Even though the Google service is called Logging, I'm calling these metrics in the rest of the post as I don't want it to be confused with the actual logs of a systemd job (eg. what you'd get with journalctl -xe or systemctl status <jobname>).

There are 2 aspects of the solution:

Getting the result of a job run

My initial thoughts were that I'll have to write something to query systemd about the status of the job and then use one of the ways to push the metrics into Google Logging, but then I discovered the ExecStartPost= and ExecStopPost= hooks. Both can be defined in the [Service] section of the systemd unit file and are documented here, but the TL;DR is that systemd will execute these after the job is started or stopped respectively. Important detail with the ExecStopPost= is that it's called regardless of the success of the main job systemd was executing defined in ExecStart=.

I'm specifically using ExecStopPost= since my batch jobs are Type=oneshot and take anywhere from 5 to 30 seconds. ExecStartPost= would be useful for a long running service if you're interested in knowing that it was started. Another benefit of the ExecStopPost= is that since the job is done when systemd invokes it, systemd will pass in 3 environment variables with some info on the status of the job that just ran, $SERVICE_RESULT, $EXIT_CODE and $EXIT_STATUS. You can see from their names what they represent, for more info, check out the full documentation.

Pushing results into Google Logging

Google has a bunch of ways to push the logs in, I went with what was the simplest in this case, using the Cloud SDK and the gcloud CLI tool. Install was pretty simple and took about 2 minutes.

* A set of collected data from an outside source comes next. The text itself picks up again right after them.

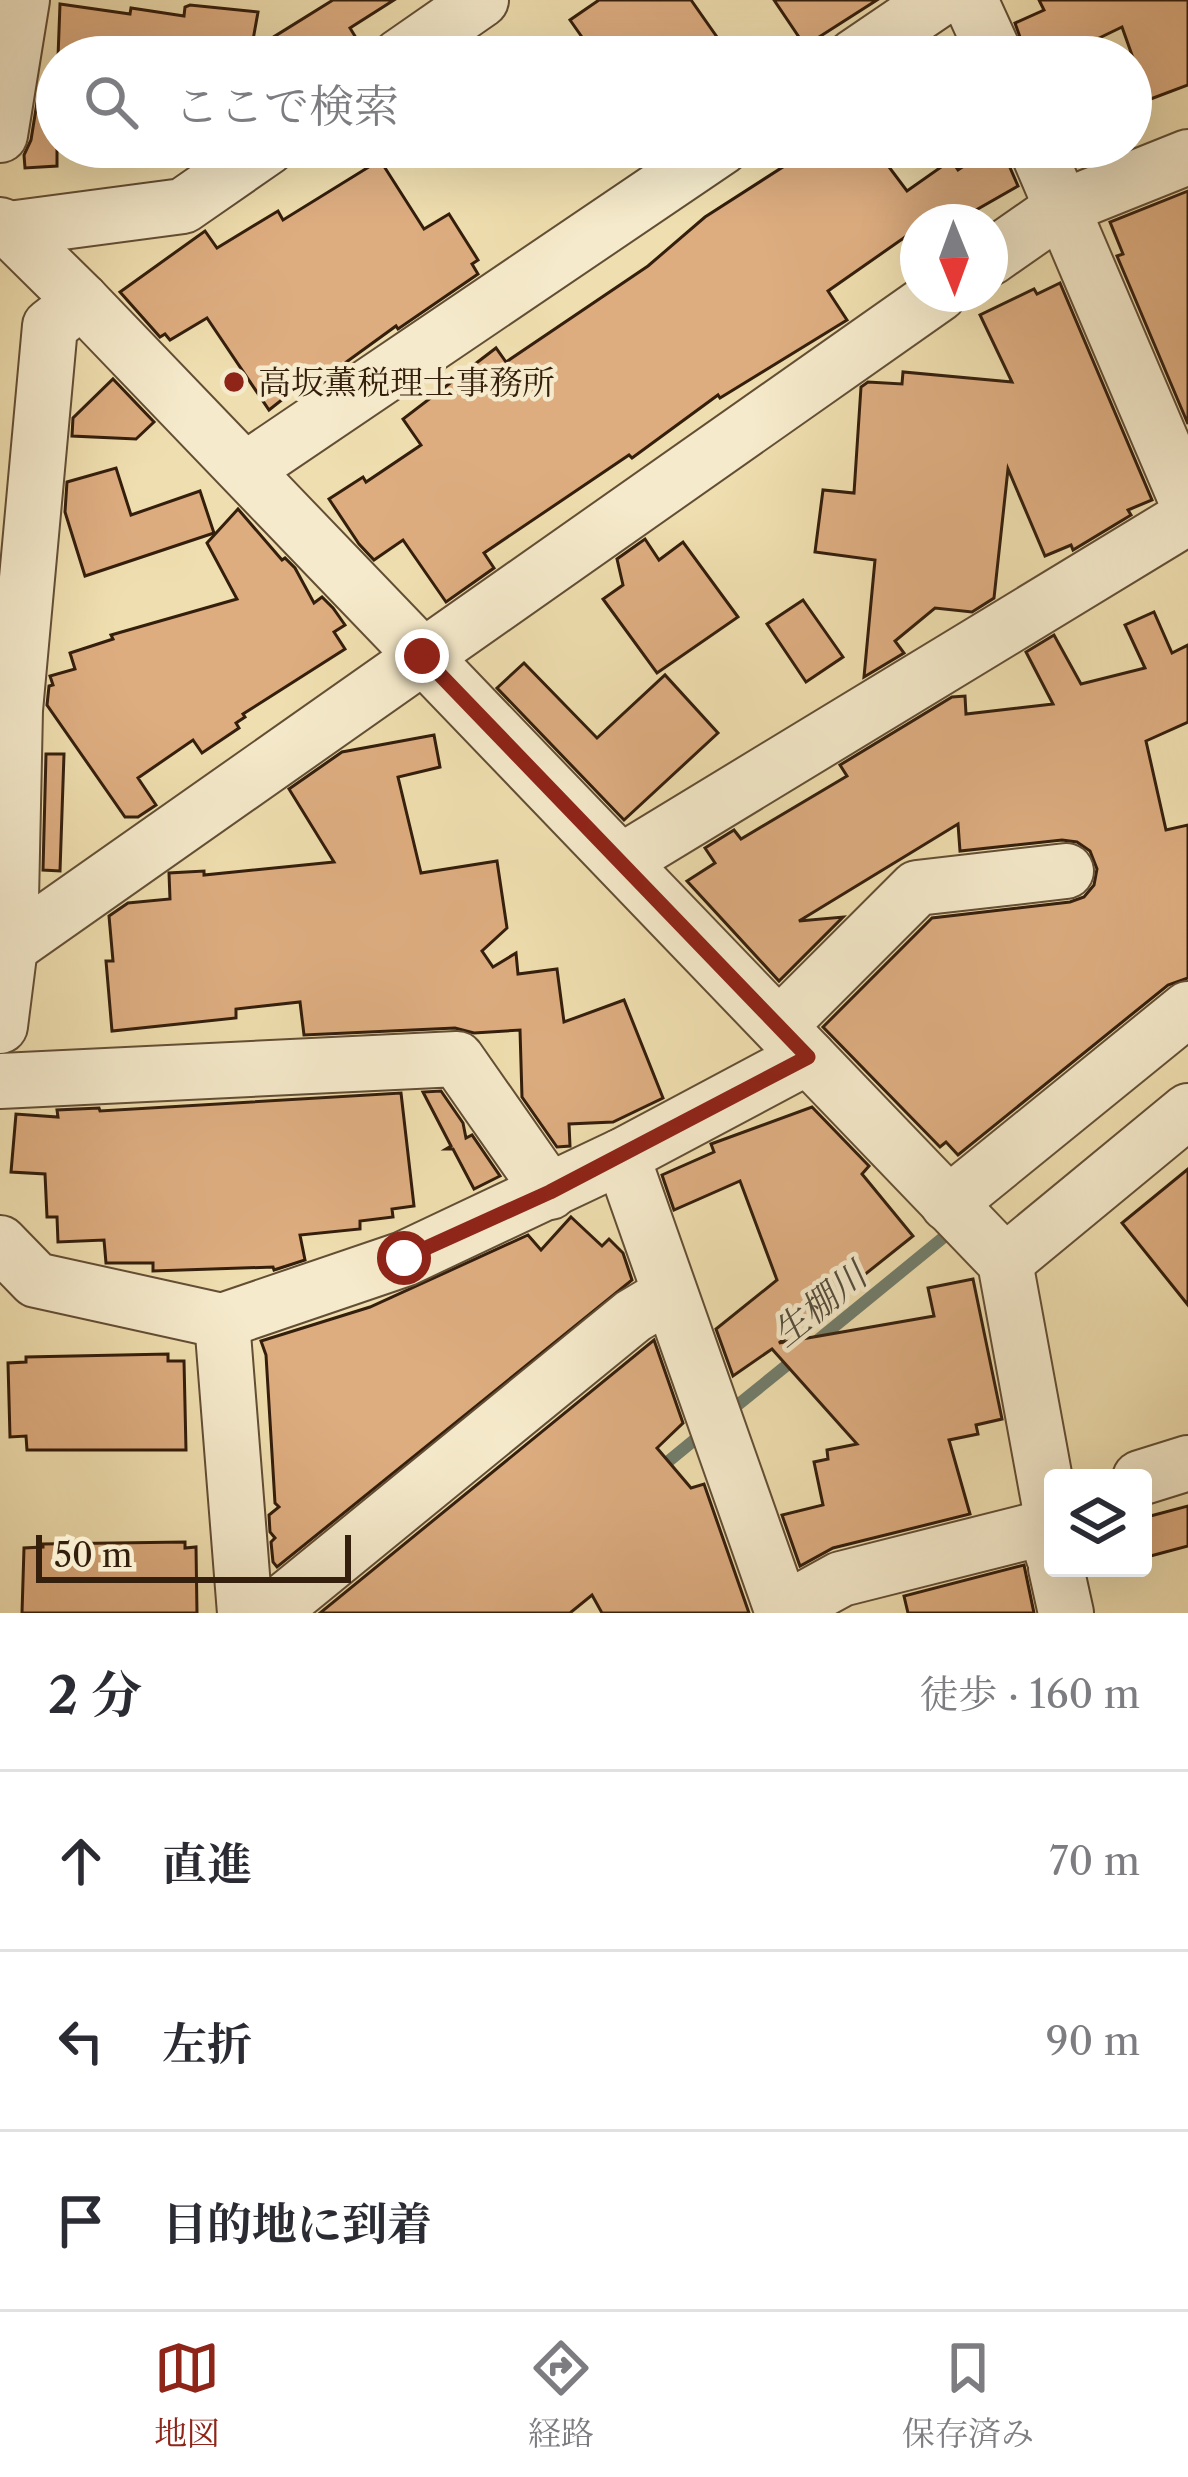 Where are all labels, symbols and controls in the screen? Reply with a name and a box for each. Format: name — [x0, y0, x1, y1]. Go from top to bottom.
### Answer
search box — [36, 36, 1152, 168]
icon: search — [78, 69, 144, 135]
text: ここで検索 — [174, 78, 399, 134]
north arrow — [900, 204, 1008, 312]
place label: 高坂薫税理士事務所 — [258, 362, 555, 403]
marker: 高坂薫税理士事務所 — [221, 369, 247, 395]
route end — [395, 629, 449, 683]
route start — [377, 1231, 431, 1285]
water label: 生棚川 — [763, 1250, 878, 1355]
map controls — [1044, 1469, 1152, 1577]
button: layers — [1044, 1469, 1152, 1577]
scale bar — [36, 1529, 351, 1582]
text: 50 m — [54, 1535, 132, 1576]
text: 2 分 — [48, 1664, 142, 1726]
text: 徒歩 · 160 m — [920, 1670, 1140, 1718]
icon: ahead — [48, 1828, 114, 1894]
text: 直進 — [162, 1836, 252, 1892]
text: 70 m — [1049, 1837, 1140, 1885]
icon: left — [48, 2008, 114, 2074]
text: 左折 — [162, 2016, 252, 2072]
text: 90 m — [1046, 2017, 1140, 2065]
icon: arrive — [48, 2188, 114, 2254]
text: 目的地に到着 — [162, 2196, 432, 2252]
tab: 地図 — [154, 2335, 220, 2454]
tab: 経路 — [528, 2335, 594, 2454]
tab: 保存済み — [902, 2335, 1034, 2454]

Now it was just a matter of putting the gcloud call into the ExecStopPost= hook and my first attempt looked like this:

[Service]
...
ExecStart=...
ExecStopPost=/path/to/gcloud logging write price-sync-intraday '{ "message": "Intraday price sync completed with ${SERVICE_RESULT}", "result": "${SERVICE_RESULT}", "exit_code": "${EXIT_CODE}", "exit_status": "${EXIT_STATUS}" }' --payload-type=json

Looks a bit ugly, but works. Third argument to gcloud is the name of the log and the fourth is the actual payload. Payload has no structure, except whatever you put in the message will be the "title" of the log in the log viewer. Since I'm using this in almost a dozen jobs, and didn't want to paste this mess in a dozen unit files (and customize the name of the job in each), I extracted this into a shell script post_metrics.sh and replaced ExecStopPost=:

[Service]
...
ExecStart=...
ExecStopPost=post_metrics.sh %N $SERVICE_RESULT $EXIT_CODE $EXIT_STATUS

Here I'm also using %N specifier to pass the name of the systemd job to the script, so the script can post to the appropriate log category.

And finally, here's how that looks like in the Log Viewer:

Google Log Viewer

From here, it was pretty easy to define a metric based on either of the fields in the JSON payload, and then an alert based on that metric.